Try it →
Scan each line of the entries below for the word "Jackson" and count the ones where it appears. The answer is that number alone.

Dataset records →
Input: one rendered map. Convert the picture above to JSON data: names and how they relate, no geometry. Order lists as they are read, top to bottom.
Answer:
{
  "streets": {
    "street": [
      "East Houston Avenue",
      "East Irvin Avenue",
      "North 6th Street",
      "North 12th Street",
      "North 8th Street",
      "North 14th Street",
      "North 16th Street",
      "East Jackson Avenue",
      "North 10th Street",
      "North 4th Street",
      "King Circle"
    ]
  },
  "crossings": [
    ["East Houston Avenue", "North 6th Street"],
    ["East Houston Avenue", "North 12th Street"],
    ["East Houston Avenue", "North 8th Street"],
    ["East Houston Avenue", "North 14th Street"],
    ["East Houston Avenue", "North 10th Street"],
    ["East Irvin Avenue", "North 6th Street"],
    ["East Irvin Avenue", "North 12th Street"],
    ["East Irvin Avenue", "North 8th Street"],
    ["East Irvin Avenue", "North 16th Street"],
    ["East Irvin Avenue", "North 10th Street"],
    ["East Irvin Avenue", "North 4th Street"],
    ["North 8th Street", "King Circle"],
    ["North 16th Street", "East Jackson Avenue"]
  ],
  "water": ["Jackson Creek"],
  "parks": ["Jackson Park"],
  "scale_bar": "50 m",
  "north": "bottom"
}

Answer space →
4